She sat down on the grass beside my chair, and looked up at my face in silent pain. We had known each other so long that I know that it was not my face that pained her, but rather some unspoken malaise of the soul. I waited for her to speak, and suddenly she burst out impetuously as though she could hold back her sorrow no longer.
“Oh, I can’t stand it! I can’t stand it!”
“You mean … ?” I said, though I knew only too well.
“This horrible obsession of poor George’s,” she cried passionately. “I don’t think he has stopped talking once since we have been engaged.”
“He is chatty,” I agreed. “Has he told you the story about the Irishman?”
“Half a dozen times. And the one about the Swede oftener than that. But I would not mind an occasional anecdote. Women have to learn to bear anecdotes from the men they love. It is the curse of Eve. It is his incessant easy flow of chatter on all topics that is undermining even my devotion.”
“But surely, when he proposed to you, he must have given you an inkling of the truth. He only hinted at it when he spoke to me, but I gather that he was eloquent.”
“When he proposed,” said Celia dreamily, “he was wonderful. He spoke for twenty minutes without stopping. He said I was the essence of his every hope, the tree on which the fruit of his life grew; his Present, his Future, his Past … oh, and all that sort of thing. If he would only confine his conversation now to remarks of a similar nature, I could listen to him all day long. But he doesn’t. He talks politics and statistics and philosophy and … oh, and everything. He makes my head ache.”

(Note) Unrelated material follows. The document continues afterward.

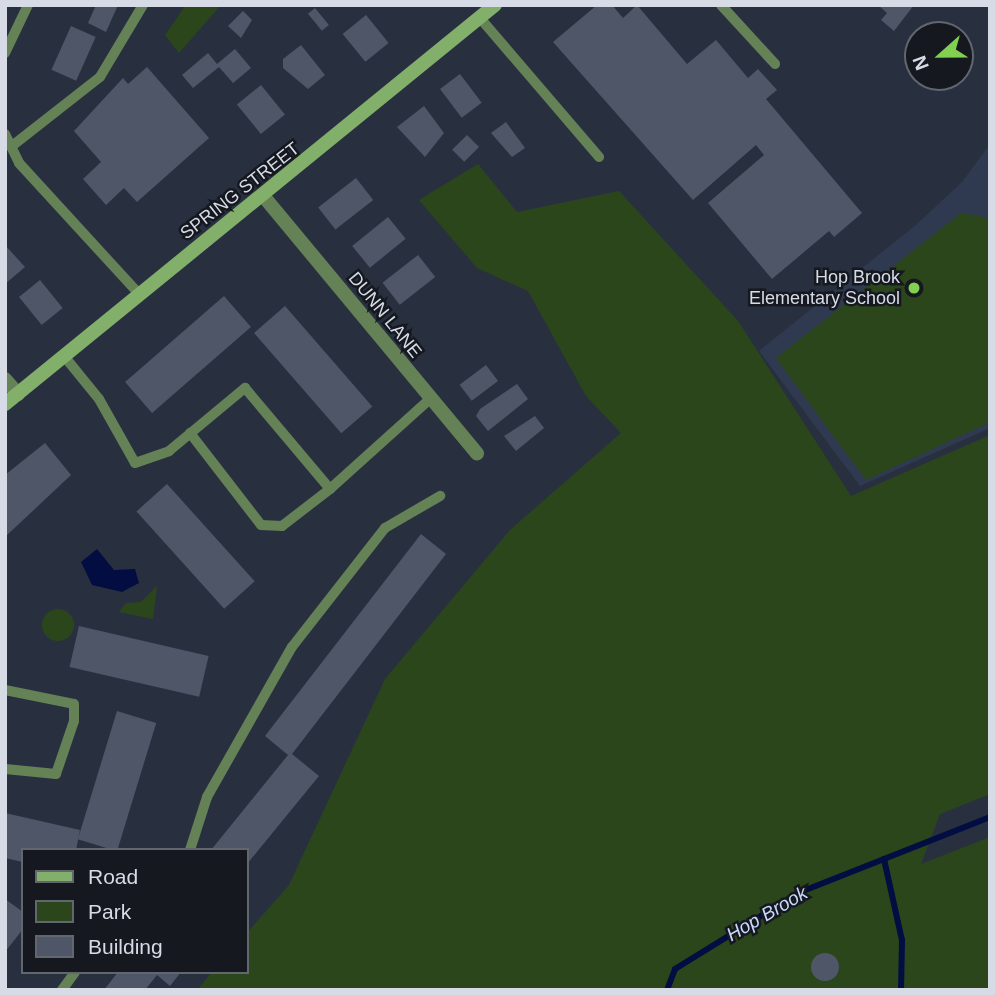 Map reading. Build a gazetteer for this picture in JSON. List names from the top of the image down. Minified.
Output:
{"streets":{"main road":["SPRING STREET"],"street":["DUNN LANE"]},"crossings":[["SPRING STREET","DUNN LANE"]],"water":["Hop Brook"],"places":["Hop Brook Elementary School"],"legend":["Road","Park","Building"],"north":"left"}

“And your heart also, I fear,” I said gravely.
“I love him!” she replied simply. “In spite of everything, I love him dearly. But what to do? What to do? I have an awful fear that when we are getting married instead of answering ‘I will,’ he will go into the pulpit and deliver an address on Marriage Ceremonies of All Ages. The world to him is a vast lecture-platform. He looks on life as one long after-dinner, with himself as the principal speaker of the evening. It is breaking my heart. I see him shunned by his former friends. Shunned! They run a mile when they see him coming. The mere sound of his voice outside the clubhouse is enough to send brave men diving for safety beneath the sofas. Can you wonder that I am in despair? What have I to live for?”
“There is always golf.”
“Yes, there is always golf,” she whispered bravely.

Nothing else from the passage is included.